Data records =>
◆ ◆ ◆
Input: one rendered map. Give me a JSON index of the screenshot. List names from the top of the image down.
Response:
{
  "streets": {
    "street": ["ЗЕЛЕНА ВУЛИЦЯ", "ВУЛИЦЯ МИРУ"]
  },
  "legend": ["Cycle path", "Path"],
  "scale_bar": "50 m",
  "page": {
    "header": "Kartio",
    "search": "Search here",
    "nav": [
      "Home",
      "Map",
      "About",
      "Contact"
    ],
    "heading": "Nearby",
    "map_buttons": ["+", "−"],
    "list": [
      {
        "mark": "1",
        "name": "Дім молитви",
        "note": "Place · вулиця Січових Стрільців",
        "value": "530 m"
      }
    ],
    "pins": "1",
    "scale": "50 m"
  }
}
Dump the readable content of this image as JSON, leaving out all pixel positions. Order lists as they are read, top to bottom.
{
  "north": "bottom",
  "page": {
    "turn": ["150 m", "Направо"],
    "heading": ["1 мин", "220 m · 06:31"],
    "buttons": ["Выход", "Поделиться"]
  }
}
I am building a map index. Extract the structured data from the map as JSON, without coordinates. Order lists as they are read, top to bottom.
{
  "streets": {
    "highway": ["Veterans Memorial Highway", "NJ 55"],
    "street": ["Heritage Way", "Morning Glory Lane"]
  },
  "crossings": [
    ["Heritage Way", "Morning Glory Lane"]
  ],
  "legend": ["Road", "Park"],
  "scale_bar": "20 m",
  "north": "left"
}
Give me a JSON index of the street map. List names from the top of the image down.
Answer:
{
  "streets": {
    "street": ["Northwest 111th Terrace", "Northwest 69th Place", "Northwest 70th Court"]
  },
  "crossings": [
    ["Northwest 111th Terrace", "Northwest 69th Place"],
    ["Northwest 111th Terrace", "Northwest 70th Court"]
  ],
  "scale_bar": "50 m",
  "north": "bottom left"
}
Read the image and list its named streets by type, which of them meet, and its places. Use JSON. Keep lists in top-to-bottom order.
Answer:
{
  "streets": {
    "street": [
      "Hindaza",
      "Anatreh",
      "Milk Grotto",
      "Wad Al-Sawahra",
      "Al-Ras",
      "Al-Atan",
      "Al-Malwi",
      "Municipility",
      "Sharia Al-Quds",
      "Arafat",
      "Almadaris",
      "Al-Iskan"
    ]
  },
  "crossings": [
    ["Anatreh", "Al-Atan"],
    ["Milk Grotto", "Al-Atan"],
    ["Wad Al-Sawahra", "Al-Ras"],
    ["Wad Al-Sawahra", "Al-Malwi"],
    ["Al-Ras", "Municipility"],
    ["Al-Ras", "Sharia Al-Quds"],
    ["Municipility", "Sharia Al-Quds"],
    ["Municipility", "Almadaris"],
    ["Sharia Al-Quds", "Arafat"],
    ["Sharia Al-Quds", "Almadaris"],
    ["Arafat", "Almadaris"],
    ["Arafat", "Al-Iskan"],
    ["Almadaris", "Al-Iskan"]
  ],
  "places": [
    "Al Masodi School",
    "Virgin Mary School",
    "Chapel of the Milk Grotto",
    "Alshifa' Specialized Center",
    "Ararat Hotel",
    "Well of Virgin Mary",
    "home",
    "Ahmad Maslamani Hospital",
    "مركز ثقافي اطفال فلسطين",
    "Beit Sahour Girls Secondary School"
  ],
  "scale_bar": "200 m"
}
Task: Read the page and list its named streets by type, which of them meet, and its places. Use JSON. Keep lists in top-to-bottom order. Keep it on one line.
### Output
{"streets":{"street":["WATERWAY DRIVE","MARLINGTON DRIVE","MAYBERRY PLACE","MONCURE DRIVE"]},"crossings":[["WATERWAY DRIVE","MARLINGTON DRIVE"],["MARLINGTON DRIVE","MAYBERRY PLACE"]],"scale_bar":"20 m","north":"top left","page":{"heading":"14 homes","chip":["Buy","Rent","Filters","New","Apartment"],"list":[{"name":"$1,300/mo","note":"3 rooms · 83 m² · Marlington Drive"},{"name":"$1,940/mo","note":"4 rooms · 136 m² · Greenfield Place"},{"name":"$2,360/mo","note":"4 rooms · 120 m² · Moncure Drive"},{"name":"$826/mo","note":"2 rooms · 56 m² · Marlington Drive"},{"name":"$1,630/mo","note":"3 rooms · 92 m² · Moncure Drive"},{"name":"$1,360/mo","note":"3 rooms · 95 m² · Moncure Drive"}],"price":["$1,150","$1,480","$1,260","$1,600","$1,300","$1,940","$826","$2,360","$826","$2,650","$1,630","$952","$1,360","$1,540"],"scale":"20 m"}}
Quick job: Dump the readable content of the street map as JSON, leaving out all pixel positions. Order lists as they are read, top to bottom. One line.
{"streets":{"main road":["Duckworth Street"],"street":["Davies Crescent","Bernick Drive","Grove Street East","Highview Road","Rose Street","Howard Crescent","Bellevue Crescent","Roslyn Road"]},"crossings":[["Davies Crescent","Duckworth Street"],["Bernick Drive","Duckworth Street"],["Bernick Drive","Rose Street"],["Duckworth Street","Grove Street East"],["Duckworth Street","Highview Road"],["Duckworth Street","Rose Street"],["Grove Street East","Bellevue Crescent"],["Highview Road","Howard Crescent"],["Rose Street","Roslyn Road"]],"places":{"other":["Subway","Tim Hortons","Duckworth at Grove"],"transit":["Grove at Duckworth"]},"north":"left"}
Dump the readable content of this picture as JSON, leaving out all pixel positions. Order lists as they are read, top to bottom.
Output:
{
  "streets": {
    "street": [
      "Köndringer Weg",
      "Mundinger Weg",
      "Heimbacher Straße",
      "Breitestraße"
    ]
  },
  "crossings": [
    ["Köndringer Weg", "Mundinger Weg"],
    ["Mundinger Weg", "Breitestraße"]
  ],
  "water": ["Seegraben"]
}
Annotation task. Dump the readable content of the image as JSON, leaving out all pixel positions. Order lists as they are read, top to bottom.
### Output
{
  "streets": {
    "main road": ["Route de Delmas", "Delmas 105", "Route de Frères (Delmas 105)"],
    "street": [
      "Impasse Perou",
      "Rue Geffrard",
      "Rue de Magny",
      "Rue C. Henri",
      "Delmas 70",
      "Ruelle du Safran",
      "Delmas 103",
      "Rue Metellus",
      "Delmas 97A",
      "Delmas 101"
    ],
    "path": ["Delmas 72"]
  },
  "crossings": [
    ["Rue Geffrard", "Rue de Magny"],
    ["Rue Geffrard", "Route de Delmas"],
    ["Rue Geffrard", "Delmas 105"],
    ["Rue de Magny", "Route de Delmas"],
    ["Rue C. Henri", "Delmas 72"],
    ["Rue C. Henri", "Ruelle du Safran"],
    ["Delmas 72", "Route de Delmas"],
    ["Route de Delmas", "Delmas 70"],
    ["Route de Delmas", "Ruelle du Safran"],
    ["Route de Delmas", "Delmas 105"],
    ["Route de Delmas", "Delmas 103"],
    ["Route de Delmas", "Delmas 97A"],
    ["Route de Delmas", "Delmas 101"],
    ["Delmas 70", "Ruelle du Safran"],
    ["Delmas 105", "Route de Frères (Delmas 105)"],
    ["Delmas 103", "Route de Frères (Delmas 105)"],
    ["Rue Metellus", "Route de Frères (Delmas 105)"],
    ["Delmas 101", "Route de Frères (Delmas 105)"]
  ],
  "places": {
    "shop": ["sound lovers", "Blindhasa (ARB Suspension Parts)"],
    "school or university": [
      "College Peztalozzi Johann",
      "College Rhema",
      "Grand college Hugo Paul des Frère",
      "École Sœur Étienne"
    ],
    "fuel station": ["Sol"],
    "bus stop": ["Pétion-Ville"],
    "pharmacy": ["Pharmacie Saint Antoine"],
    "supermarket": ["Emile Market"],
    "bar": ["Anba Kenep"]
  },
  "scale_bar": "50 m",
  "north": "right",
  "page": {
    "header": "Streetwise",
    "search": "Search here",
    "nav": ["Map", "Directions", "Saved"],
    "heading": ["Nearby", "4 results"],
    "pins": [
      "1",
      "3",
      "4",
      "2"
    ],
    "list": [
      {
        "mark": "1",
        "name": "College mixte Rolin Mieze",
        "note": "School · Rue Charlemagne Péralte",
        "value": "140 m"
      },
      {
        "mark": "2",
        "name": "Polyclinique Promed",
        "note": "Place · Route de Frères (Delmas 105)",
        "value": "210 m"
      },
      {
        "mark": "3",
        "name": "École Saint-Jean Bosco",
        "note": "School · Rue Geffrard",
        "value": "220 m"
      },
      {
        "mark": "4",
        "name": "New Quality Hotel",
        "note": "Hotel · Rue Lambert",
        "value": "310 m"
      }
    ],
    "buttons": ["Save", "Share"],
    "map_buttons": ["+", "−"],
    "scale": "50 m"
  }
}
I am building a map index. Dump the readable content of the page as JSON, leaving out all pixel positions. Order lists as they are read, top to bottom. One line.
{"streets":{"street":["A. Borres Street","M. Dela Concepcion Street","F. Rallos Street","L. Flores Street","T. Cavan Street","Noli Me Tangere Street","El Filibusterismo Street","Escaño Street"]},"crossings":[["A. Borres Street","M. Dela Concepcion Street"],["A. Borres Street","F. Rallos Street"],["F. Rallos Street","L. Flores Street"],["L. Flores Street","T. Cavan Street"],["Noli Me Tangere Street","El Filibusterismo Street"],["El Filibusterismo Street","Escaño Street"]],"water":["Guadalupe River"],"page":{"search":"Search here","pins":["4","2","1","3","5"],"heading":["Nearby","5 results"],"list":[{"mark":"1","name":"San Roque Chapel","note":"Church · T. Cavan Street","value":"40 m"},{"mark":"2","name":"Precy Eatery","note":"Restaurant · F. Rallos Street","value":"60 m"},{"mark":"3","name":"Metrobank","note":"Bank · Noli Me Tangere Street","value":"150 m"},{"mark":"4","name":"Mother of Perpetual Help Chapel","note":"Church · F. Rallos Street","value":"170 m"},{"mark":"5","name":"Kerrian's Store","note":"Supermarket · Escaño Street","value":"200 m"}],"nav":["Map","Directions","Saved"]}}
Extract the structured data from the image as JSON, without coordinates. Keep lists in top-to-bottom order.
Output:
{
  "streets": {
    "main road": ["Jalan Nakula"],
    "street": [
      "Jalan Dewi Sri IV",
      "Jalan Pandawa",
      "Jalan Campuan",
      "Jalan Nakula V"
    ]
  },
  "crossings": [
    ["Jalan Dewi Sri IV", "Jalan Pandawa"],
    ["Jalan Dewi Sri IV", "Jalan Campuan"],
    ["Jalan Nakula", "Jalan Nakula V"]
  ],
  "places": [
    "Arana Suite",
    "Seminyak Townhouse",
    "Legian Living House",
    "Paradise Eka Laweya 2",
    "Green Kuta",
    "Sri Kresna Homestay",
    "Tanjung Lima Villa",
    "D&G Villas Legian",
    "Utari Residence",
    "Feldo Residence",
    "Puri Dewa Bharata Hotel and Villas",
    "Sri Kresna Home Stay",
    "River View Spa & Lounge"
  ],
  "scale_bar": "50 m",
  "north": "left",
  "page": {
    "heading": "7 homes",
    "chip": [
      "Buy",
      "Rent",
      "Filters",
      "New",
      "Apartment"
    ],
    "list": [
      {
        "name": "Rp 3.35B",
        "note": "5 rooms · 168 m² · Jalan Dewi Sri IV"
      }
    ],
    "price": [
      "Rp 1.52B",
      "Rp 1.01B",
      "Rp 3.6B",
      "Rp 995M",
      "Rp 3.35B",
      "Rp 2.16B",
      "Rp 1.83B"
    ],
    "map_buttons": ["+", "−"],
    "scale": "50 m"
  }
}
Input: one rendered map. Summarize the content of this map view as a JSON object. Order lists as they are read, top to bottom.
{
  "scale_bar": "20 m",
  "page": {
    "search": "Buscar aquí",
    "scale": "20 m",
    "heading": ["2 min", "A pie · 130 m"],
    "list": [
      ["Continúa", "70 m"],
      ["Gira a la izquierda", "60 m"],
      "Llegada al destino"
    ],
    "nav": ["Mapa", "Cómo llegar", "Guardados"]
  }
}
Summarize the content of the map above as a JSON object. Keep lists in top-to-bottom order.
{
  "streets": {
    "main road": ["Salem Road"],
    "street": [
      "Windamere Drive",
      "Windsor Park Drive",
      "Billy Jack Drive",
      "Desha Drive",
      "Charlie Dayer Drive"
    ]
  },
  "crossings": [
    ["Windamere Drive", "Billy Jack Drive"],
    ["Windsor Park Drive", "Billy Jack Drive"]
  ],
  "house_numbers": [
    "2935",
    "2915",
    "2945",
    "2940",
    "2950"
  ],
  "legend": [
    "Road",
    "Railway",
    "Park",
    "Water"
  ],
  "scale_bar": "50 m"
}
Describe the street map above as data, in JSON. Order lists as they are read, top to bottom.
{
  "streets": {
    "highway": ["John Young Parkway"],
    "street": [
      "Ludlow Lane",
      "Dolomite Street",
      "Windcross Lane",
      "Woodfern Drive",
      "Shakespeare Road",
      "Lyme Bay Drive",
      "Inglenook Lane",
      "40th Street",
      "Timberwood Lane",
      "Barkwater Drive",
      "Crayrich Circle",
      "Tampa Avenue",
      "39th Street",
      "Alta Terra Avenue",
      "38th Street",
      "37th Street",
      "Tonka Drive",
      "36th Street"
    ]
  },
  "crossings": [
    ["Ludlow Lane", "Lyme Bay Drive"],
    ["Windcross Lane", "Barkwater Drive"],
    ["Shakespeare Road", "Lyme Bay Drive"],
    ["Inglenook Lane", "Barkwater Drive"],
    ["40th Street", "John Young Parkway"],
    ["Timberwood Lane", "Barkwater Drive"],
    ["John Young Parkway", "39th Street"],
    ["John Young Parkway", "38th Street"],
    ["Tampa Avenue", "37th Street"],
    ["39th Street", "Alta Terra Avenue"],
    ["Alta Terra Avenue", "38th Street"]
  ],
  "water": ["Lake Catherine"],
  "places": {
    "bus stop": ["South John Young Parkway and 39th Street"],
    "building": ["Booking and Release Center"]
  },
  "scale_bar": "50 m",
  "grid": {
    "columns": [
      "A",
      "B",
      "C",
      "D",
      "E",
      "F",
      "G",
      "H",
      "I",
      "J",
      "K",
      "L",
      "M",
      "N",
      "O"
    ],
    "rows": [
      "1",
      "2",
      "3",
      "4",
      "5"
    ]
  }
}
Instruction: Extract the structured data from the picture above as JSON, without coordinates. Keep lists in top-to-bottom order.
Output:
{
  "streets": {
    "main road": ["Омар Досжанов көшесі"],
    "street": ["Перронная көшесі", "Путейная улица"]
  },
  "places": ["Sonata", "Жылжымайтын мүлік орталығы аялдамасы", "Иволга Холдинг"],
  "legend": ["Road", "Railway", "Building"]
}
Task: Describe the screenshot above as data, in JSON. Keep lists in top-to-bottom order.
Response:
◆ ◆ ◆
What the task asks =>
In the listing above, find the line containing "Read the image" and the line containing "Task: Read the", then retype both and every line between them exactly, with nothing else.

Written response =>
Read the image and list its named streets by type, which of them meet, and its places. Use JSON. Keep lists in top-to-bottom order.
Answer:
{
  "streets": {
    "street": [
      "Hindaza",
      "Anatreh",
      "Milk Grotto",
      "Wad Al-Sawahra",
      "Al-Ras",
      "Al-Atan",
      "Al-Malwi",
      "Municipility",
      "Sharia Al-Quds",
      "Arafat",
      "Almadaris",
      "Al-Iskan"
    ]
  },
  "crossings": [
    ["Anatreh", "Al-Atan"],
    ["Milk Grotto", "Al-Atan"],
    ["Wad Al-Sawahra", "Al-Ras"],
    ["Wad Al-Sawahra", "Al-Malwi"],
    ["Al-Ras", "Municipility"],
    ["Al-Ras", "Sharia Al-Quds"],
    ["Municipility", "Sharia Al-Quds"],
    ["Municipility", "Almadaris"],
    ["Sharia Al-Quds", "Arafat"],
    ["Sharia Al-Quds", "Almadaris"],
    ["Arafat", "Almadaris"],
    ["Arafat", "Al-Iskan"],
    ["Almadaris", "Al-Iskan"]
  ],
  "places": [
    "Al Masodi School",
    "Virgin Mary School",
    "Chapel of the Milk Grotto",
    "Alshifa' Specialized Center",
    "Ararat Hotel",
    "Well of Virgin Mary",
    "home",
    "Ahmad Maslamani Hospital",
    "مركز ثقافي اطفال فلسطين",
    "Beit Sahour Girls Secondary School"
  ],
  "scale_bar": "200 m"
}
Task: Read the page and list its named streets by type, which of them meet, and its places. Use JSON. Keep lists in top-to-bottom order. Keep it on one line.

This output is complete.